DATA FOR THE TASK:
/---

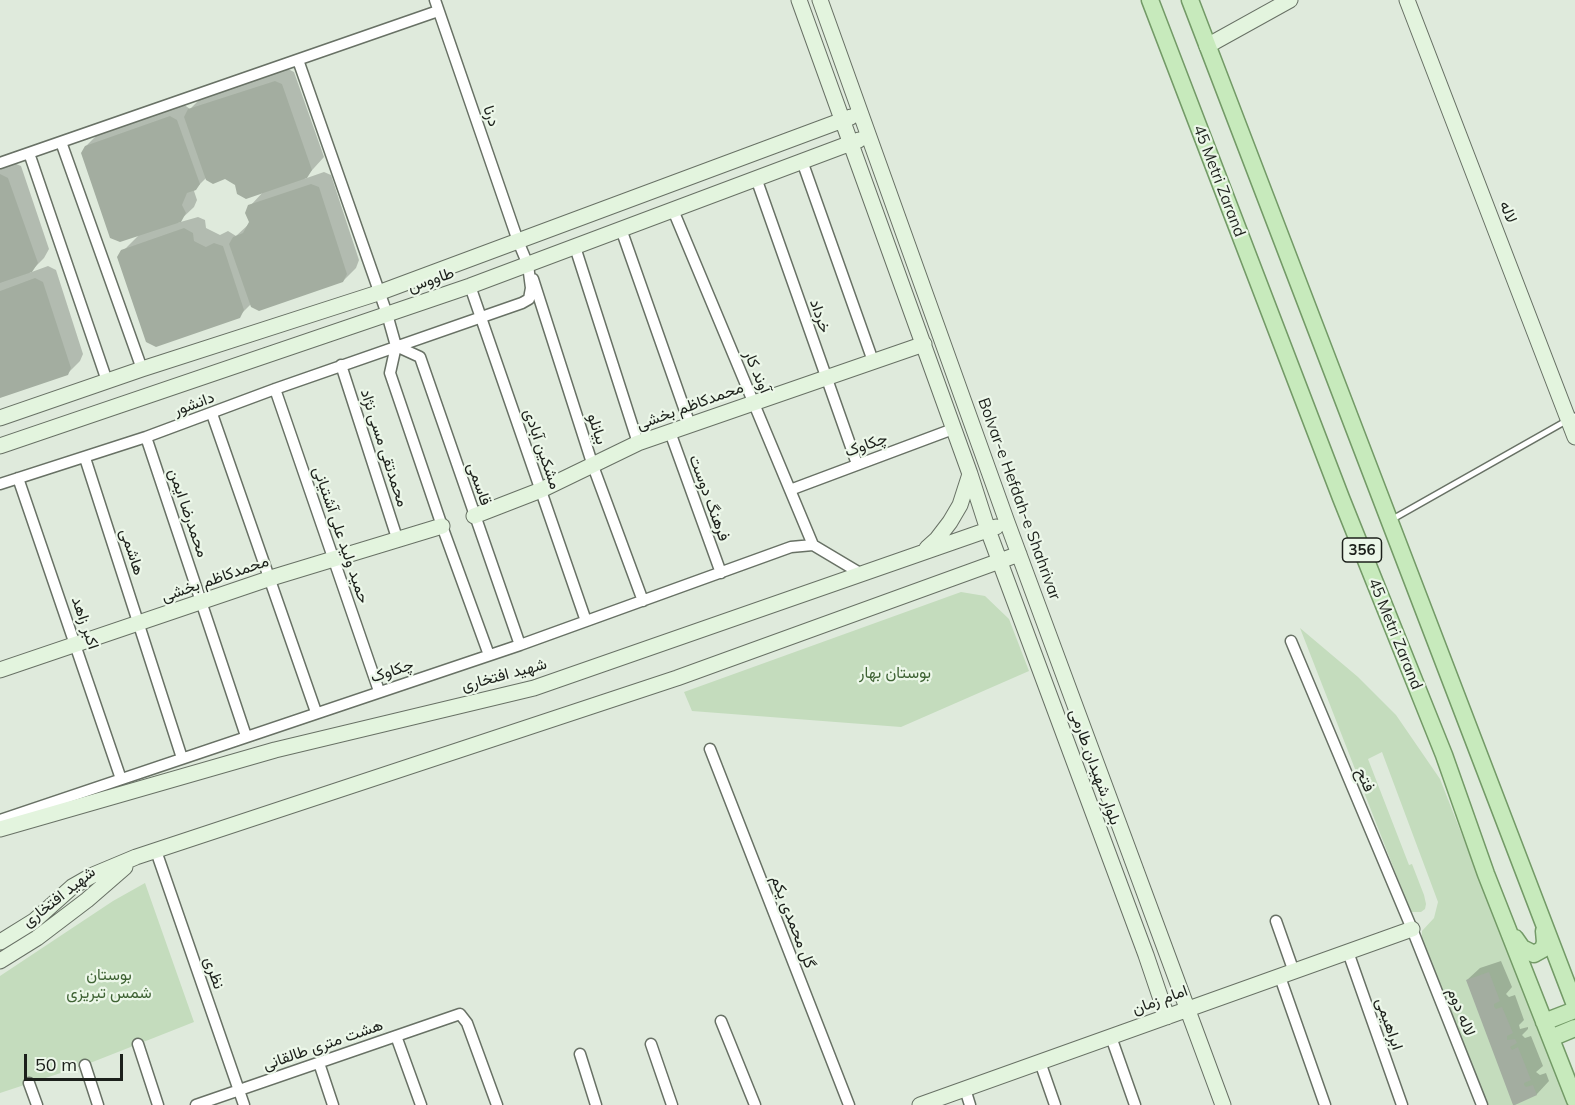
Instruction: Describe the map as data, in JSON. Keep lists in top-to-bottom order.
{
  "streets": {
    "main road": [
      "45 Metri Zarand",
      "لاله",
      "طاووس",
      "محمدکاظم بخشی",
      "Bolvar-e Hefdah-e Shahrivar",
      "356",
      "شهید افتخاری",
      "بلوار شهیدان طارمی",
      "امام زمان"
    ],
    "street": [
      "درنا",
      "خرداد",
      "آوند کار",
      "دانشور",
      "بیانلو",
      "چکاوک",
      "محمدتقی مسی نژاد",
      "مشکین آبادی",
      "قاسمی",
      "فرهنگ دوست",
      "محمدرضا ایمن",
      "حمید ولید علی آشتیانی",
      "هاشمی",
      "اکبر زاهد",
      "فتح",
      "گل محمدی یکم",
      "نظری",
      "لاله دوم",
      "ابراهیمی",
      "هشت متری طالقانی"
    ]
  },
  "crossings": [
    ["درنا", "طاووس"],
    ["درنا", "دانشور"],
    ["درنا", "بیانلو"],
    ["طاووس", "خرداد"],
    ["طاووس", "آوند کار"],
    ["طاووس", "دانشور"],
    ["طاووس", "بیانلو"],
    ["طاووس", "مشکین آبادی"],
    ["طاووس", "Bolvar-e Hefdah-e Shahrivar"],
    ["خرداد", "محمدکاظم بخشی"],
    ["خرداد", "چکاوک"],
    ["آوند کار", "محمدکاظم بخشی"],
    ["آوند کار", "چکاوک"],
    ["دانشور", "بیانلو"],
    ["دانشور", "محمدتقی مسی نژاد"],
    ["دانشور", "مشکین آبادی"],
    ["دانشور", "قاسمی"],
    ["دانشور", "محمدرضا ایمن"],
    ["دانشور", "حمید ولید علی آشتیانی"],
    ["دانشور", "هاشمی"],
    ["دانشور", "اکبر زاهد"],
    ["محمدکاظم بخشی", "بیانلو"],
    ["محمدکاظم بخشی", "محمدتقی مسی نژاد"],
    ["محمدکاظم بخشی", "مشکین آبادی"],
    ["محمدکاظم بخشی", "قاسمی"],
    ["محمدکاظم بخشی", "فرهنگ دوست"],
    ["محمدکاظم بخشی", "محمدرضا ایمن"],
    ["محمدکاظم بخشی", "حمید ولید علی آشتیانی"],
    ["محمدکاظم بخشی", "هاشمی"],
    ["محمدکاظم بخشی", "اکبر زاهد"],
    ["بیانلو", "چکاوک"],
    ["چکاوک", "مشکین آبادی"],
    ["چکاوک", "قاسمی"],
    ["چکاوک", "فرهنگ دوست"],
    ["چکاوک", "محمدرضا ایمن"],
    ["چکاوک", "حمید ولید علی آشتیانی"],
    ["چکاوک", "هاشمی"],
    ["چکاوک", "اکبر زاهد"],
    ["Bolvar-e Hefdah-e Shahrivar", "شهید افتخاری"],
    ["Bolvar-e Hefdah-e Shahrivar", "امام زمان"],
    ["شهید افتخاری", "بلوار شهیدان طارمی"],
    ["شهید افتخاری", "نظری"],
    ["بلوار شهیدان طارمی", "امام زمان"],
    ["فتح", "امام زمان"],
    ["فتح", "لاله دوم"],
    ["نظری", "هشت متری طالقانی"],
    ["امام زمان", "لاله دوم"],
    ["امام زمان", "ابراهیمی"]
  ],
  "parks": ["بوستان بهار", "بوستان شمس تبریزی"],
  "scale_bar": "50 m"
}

\---

WORK REQUEST: Each line in the listing above that contains "قاسمی" should be copied.

FINAL ANSWER:
      "قاسمی",
    ["دانشور", "قاسمی"],
    ["محمدکاظم بخشی", "قاسمی"],
    ["چکاوک", "قاسمی"],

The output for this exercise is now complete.